La chiesa è parrocchia dal 1905 ed è affidata alla congregazione del Santissimo Redentore; è titolo cardinalizio dal 1960.

Nel corso dell'occupazione nazista di Roma, un gruppo di perseguitati (ebrei e politici) trovò rifugio all'interno della cupola della chiesa. La soluzione, necessaria a salvare un gruppo di rifugiati - inizialmente accolti nella sala cinematografica della parrocchia - dalle sempre più frequenti incursioni dell'esercito tedesco in ambienti religiosi, venne escogitata dall'Ing. Pietro Lestini, che conosceva tutti gli ambienti della chiesa. I rifugiati accettarono così di farsi rinchiudere in uno spazio ristretto, e senza luce, posto tra la volta della chiesa e il tetto. La muratura dell'unica porta d'ingresso terminò il 3 Novembre del 1943 e in quell'angusto spazio, fra indicibili disagi e privazioni, vissero ogni giorno da dieci a quindici persone: il loro unico collegamento con il mondo era una piccola finestra apribile, posta al centro del timpano a cinquanta metri da terra, attraverso la quale passavano uomini, e cose: cibo, vestiti, lettere, giornali, passatempi e anche rifiuti organici.
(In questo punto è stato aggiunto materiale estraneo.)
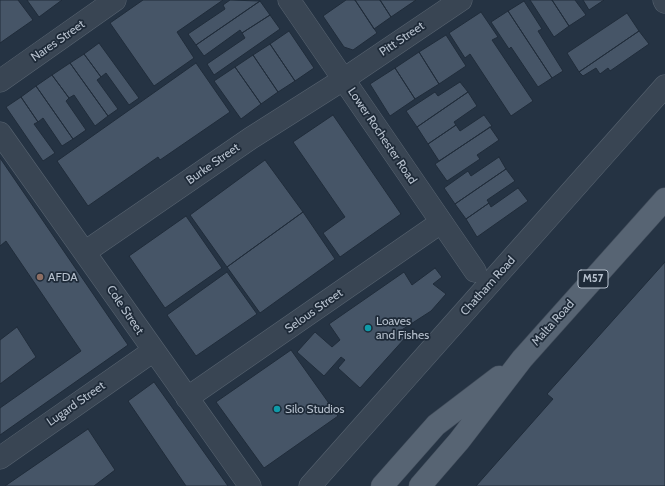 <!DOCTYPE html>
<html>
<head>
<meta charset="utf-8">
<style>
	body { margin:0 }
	canvas { display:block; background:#253343 }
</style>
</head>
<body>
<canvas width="665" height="486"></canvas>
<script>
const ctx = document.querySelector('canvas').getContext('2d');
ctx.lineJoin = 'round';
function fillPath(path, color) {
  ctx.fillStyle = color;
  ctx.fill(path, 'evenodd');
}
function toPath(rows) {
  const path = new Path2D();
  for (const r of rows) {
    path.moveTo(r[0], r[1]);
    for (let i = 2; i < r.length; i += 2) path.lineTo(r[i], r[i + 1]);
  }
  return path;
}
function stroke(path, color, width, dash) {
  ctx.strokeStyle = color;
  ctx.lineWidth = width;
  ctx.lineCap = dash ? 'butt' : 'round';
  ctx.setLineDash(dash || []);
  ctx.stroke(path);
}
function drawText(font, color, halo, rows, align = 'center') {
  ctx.font = font + ' Cabin,sans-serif';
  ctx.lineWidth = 3.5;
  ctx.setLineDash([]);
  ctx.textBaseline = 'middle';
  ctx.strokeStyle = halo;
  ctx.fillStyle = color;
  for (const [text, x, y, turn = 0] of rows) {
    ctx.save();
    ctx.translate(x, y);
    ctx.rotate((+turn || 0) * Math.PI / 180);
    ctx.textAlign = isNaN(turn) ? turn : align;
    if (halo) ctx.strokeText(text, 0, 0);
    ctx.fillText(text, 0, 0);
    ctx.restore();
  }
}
const building = toPath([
	[0,0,18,0,33,20,0,43,0,0],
	[27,0,62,0,39,17,27,0],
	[143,0,223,0,177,32,194,58,154,86,110,23,143,0],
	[230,0,260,1,196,45,188,34,225,9,223,5,230,0],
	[346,0,355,0,377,33,353,50,344,47,323,16,346,0],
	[355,0,380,0,391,17,374,29,355,0],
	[380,0,416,0,391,17,380,0],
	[530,0,552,0,569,26,554,37,530,0],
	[552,0,575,0,586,15,569,26,552,0],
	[583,0,604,0,589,10,583,0],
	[260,1,270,15,242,33,240,30,204,56,196,45,260,1],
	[524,1,542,29,538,31,563,71,552,78,508,11,524,1],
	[508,11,552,78,538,87,511,47,509,49,491,22,508,11],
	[481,12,498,37,492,40,533,101,511,116,470,54,465,58,449,33,481,12],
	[627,13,639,31,579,72,567,53,627,13],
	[270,15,280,29,214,75,207,64,245,38,242,33,270,15],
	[289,31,314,68,295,81,270,44,289,31],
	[639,31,649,44,610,71,608,68,600,74,596,68,583,76,579,72,639,31],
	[446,35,466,66,439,84,419,52,446,35],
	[99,43,139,98,129,105,106,73,101,77,84,54,99,43],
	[270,44,295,81,278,92,253,55,270,44],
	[419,52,439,84,415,99,395,68,419,52],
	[84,54,101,77,97,80,118,109,108,116,70,63,84,54],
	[253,55,278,92,261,104,235,67,253,55],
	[70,63,108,116,95,126,74,95,69,98,52,75,70,63],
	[196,63,230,112,160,160,158,157,88,206,57,161,196,63],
	[235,67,261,104,241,119,214,81,235,67],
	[395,68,415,99,390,116,370,84,395,68],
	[52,75,69,98,66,101,86,130,73,139,36,86,52,75],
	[460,82,468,92,417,127,406,111,435,92,438,96,460,82],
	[36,86,73,139,62,146,43,118,38,122,21,97,36,86],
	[468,92,477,106,454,122,456,125,428,144,417,127,468,92],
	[21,97,38,122,34,124,55,153,43,161,6,107,21,97],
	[333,115,401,214,340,257,323,233,345,217,293,142,333,115],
	[484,115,492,126,439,161,428,144,456,125,460,131,484,115],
	[490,127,499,140,477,155,480,159,447,181,435,164,490,127],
	[499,157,506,169,455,204,444,188,468,171,471,176,499,157],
	[0,158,128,345,0,435,0,408,81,351,6,241,0,246,0,158],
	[265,160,303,212,227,267,190,215,265,160],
	[506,169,515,181,487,200,489,203,466,219,455,204,506,169],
	[518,188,528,201,477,237,466,219,489,203,491,207,518,188],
	[303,212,335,259,260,313,227,267,303,212],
	[186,216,222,268,165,308,129,256,186,216],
	[665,262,665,486,476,486,553,399,547,394,665,262],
	[435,268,442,277,433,284,446,294,431,311,400,331,406,337,360,388,338,368,345,360,341,357,324,376,297,352,315,332,332,347,340,340,329,324,404,272,412,285,435,268],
	[227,272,257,314,196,356,167,315,227,272],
	[17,327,36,357,0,384,0,340,17,327],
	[291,350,338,416,264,468,216,402,291,350],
	[154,382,228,486,186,486,128,401,154,382],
	[88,429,115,470,94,486,5,486,88,429]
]);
fillPath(building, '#465567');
stroke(building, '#202c3a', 1);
const street = toPath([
	[289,0,475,271],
	[664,0,665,2],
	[0,81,115,0],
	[0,133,250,486],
	[85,252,251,138,344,79,461,0],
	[187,398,440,223],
	[0,458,153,351],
	[310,486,665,86]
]);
const primary = toPath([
	[382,486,436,425,499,377],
	[420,486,459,441,522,359,665,199]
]);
stroke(street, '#576370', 23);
stroke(primary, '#434e5c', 23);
stroke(street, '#394553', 22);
stroke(primary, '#576473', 22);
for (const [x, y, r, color] of [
	[40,277,4,"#8d6e63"],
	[368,328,4,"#0f9aa8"],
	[277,409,4,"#0f9aa8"]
]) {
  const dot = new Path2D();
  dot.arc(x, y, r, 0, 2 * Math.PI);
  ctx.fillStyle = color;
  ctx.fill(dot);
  stroke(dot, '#1e2a38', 1.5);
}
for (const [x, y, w] of [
	[593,279,30]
]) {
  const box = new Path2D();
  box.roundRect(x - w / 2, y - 9, w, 18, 3);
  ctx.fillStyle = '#1e2a38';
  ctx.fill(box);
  stroke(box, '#b6c0cd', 1);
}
drawText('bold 11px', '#b6c0cd', null, [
	["M57",593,279]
]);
drawText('12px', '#b6c0cd', '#1e2a38', [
	["Pitt Street",402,39,-34],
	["Nares Street",58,41,-35],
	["Lower Rochester Road",382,136,56],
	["Burke Street",213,164,-35],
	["Chatham Road",488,286,-48],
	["Cole Street",125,310,56],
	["Selous Street",314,311,-35],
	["Malta Road",553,323,-48],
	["Lugard Street",76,404,-35]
]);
drawText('12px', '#b6c0cd', '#1e2a38', [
	["AFDA",48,277],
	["Loaves",376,321],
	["and Fishes",376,335],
	["Silo Studios",285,409]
], 'left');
</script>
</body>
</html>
I rifugiati uscirono dal loro nascondiglio il 7 giugno 1944.

Al termine della guerra, per aver salvato i perseguitati il Governo Israeliano dichiarò Giusti delle Nazioni il redentorista Padre Antonio Dréssino, parroco di San Gioacchino, la suora Margherita Bernès delle Figlie della Carità (la cui sede era proprio dinanzi alla Chiesa di San Gioacchino), addetta all'approvvigionamento del cibo e del vestiario, l'ingegner Lestini (che aveva organizzato il tutto e sovrintendeva alle operazioni logistiche) e sua figlia Giuliana, che curava i rapporti tra le famiglie e i rifugiati romani.